The following program source files are documented.  Right-click the links and save.
=semlit,srcfile,semlit_pl.slsrc,semlit_pl.txt= - main semlit Perl source code.
=semlit,srcfile,semlit_sh.slsrc,semlit_sh.txt= - shell script wrapper.

initialsource - doc

The initialsource command identifies a source file to be initially displayed in the source frame. It defaults to “blank.html”. This should be the final source output file, as generated by semlit. For example, “xyz_c.slsrc.html” This command is often included right after the corresponding ‘srcfile’ command (see above).

No output text is generated by this command. It only sets internal state of the semlit tool so that the right file is specified in the frameset page.

Form:

=semlit,initialsource,file=

Example:

=semlit,initialsource,semlit_sh.slsrc.html=

include - doc

The include command scans a documentation file. One might have some standardized boilerplate in a common directory (which might be specified on the command-line using “-I directory”). Unlike the “srcfile” command, “include” does not insert a link or anything else into the output documentation.

Form:

=semlit,include,docfile=

Example:

=semlit,include,copyright.sldoc=

block - src

The block command is used in the program source file to start a named block of code. The block is ended with the “endblock” command. The code between block and endblock can be inserted into the output documentation file using the “insert” command.

Form:

=semlit,block,blockname=
... program code ...
=semlit,endblock,blockname=

Example:

/* =semlit,block,mainloop= */
for (i = 1; i < 10; ++i) {
    printf("i=%d\n", i);
}
/* =semlit,endblock,mainloop= */

It is also possible to have overlapping named blocks. For example:

/* =semlit,block,mainloop= */
for (i = 1; i < 10; ++i) {
    /* =semlit,block,outputline= */
    printf("i=%d\n", i);
    /* =semlit,endblock,outputline= */
}
/* =semlit,endblock,mainloop= */

This allows one part of the document to give a general description of the entire “mainloop”, while another part of the document can describe in detail the “outputline” section.

endblock - src

The endblock command completes a named block of program source code. See “block” command above.

insert - doc

The insert command inserts a named source code block into the output documentation. The named source code fragment is identified using “block” and “endblock” commands in the program master source files.

Form:

=semlit,insert,blockname=

Example:

=semlit,insert,mainloop=

Inspiration

Donald Knuth’s 1984 paper “Literate Programming” describes a programming language and documentation system called WEB. Knuth states, “I chose the name WEB partly because it was one of the few three-letter words of English that hadn’t already been applied to computers.” (Knuth had named his system prior to the development of the Internet-based “World-Wide Web” and the ubiquitous “web browser”.)

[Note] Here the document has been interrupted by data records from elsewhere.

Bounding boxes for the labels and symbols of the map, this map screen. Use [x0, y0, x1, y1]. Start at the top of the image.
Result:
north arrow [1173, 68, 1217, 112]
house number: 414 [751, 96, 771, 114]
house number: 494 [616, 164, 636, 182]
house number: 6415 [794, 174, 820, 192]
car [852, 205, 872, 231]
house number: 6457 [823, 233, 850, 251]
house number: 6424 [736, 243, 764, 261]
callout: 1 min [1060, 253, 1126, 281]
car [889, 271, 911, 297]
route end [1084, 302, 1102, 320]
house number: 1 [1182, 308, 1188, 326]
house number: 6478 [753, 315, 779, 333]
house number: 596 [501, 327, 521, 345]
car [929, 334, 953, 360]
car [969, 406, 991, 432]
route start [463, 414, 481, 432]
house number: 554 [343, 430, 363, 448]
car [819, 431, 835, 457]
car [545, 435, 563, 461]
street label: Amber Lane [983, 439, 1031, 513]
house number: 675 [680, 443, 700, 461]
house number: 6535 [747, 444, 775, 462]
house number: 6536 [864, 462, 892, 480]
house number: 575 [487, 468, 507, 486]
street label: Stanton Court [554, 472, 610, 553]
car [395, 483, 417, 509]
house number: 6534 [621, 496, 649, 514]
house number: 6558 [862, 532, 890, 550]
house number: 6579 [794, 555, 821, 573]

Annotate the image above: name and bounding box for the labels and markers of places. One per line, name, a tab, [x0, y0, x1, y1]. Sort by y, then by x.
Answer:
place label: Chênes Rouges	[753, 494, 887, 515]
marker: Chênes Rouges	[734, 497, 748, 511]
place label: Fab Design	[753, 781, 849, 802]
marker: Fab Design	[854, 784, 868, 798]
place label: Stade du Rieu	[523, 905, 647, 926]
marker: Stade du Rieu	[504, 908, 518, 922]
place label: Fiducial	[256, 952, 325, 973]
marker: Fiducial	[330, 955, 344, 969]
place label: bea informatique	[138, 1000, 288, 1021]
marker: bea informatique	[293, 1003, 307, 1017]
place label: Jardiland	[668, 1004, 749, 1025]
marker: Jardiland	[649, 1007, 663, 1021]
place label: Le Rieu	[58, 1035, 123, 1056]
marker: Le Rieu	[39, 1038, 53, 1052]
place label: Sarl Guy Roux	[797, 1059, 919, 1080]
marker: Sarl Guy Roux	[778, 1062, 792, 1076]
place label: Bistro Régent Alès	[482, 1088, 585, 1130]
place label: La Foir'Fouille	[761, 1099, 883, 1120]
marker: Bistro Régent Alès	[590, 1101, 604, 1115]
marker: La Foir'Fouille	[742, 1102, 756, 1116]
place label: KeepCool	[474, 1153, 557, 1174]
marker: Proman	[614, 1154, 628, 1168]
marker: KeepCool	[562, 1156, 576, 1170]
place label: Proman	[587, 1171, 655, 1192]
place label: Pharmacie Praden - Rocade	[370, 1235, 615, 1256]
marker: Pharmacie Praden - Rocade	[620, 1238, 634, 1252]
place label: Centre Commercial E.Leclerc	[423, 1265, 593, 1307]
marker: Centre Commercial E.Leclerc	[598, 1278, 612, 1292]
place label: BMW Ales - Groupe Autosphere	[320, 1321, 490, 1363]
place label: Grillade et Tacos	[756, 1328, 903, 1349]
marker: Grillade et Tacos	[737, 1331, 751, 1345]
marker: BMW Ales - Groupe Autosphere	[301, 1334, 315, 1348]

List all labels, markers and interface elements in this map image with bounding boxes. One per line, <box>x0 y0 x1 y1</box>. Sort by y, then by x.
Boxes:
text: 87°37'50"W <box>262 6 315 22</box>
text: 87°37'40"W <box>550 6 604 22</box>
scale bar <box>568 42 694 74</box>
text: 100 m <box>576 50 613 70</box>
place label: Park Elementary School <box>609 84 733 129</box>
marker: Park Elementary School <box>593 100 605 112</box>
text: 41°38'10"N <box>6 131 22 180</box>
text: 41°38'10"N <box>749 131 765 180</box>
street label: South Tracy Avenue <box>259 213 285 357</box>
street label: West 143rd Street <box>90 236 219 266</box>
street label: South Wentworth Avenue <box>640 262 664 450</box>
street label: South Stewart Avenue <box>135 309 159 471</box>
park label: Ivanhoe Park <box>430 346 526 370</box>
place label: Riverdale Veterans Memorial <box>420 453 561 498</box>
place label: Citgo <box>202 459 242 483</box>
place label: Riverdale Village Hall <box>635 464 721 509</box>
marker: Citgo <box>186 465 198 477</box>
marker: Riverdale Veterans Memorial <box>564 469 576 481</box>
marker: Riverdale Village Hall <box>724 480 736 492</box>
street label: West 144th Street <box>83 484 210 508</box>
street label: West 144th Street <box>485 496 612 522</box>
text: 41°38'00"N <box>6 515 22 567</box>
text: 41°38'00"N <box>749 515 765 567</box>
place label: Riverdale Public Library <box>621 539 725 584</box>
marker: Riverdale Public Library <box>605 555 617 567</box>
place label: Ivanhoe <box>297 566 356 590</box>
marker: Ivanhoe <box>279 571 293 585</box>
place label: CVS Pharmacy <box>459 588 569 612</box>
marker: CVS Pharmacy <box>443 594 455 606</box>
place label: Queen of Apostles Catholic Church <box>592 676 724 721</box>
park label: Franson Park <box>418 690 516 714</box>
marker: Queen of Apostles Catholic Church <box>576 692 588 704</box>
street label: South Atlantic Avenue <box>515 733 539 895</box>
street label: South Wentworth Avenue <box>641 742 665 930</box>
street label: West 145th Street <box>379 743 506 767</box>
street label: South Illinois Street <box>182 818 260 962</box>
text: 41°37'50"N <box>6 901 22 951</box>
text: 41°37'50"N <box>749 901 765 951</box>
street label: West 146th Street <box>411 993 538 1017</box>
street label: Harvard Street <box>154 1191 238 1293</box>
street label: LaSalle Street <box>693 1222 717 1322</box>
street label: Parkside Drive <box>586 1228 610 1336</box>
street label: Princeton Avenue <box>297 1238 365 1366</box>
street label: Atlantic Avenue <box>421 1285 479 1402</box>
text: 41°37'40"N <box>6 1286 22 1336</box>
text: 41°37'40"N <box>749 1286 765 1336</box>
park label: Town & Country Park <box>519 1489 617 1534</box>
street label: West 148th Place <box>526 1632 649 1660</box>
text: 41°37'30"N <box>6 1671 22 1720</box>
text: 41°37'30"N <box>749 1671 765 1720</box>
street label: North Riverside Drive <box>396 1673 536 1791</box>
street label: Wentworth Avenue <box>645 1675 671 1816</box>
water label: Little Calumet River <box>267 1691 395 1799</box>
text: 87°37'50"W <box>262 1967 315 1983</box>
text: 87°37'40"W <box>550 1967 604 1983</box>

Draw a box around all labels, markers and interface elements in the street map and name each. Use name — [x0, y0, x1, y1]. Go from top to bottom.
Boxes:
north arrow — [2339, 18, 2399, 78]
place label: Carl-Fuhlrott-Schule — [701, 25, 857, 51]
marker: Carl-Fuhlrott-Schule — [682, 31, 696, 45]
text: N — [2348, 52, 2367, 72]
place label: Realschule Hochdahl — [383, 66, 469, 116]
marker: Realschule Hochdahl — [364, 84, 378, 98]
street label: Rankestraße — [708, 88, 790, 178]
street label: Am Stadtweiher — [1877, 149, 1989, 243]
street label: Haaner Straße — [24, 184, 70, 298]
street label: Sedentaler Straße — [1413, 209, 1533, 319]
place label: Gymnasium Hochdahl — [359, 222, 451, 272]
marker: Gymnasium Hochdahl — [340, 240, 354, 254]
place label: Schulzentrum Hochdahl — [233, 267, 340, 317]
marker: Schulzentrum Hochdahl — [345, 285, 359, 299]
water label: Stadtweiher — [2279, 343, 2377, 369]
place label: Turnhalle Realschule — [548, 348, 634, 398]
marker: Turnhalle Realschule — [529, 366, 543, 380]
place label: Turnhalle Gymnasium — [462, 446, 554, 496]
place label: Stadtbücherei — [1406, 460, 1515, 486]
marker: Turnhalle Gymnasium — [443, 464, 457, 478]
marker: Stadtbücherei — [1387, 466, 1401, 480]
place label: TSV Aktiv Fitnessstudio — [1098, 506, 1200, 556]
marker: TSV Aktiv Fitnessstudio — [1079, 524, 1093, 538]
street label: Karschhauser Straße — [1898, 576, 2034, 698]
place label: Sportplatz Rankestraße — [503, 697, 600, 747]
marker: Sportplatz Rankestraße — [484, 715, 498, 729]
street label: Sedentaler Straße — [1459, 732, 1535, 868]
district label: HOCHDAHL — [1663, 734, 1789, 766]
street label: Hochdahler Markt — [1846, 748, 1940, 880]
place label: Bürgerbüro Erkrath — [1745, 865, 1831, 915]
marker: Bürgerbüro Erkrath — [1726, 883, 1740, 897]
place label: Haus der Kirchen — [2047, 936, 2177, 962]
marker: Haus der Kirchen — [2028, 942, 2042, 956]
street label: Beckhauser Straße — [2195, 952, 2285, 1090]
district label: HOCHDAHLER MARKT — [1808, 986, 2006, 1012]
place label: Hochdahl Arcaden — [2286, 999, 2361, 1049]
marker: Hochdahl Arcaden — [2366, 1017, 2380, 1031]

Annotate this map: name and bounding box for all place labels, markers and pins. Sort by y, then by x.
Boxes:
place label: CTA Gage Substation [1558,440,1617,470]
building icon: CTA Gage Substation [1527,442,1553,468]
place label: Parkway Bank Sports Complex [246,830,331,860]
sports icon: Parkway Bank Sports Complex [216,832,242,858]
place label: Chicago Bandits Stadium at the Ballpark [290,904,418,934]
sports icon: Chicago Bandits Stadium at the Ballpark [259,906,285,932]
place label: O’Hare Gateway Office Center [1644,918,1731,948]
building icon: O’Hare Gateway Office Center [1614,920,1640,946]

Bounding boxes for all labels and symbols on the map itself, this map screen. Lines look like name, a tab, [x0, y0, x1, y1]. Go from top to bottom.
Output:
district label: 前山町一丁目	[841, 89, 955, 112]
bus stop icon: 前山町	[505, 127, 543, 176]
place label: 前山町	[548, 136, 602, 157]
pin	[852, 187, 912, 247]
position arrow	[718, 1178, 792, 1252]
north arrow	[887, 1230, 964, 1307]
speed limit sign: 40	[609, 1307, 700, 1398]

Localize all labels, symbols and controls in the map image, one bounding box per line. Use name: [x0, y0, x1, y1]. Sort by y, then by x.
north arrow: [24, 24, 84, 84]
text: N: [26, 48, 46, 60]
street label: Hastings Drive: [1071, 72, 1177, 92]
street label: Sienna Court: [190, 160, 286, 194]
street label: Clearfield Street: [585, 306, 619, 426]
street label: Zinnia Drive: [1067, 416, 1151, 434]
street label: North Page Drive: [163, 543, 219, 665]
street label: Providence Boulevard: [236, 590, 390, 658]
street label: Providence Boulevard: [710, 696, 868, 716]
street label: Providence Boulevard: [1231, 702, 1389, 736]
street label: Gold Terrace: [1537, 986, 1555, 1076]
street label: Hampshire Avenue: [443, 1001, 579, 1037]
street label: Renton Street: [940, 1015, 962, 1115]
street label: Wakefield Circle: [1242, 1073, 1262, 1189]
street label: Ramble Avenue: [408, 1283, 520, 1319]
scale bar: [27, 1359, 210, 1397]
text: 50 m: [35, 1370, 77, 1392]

One of the strong points of Literate Programming is that a program may be described in the order in which it makes the most sense to teach it. I.e. the ordering of the code does not have to match the execution order, or the order that the compiler needs the code. The WEB system takes care of extracting the source code from the literate file and preparing it for consumption by the compiler.

Another feature of the system is to introduce a very expressive programming language which would be translated into the high-level language of the user’s choice. The original WEB system produced Pascal code, but the WEB language is not limited by the features supported by Pascal. For example, whereas Pascal has no macro-processing capability, the WEB system supports powerful macros. Note: a C translator has been added in the years since.

Reasons for Lack of WEB Adoption

Why hasn’t the software industry adopted WEB? I believe that Literate Programming is a brilliant idea, which can make programs and algorithms much easier to write, read, and maintain. So, why hasn’t it caught on? Based on my experience in the software industry I have a few theories.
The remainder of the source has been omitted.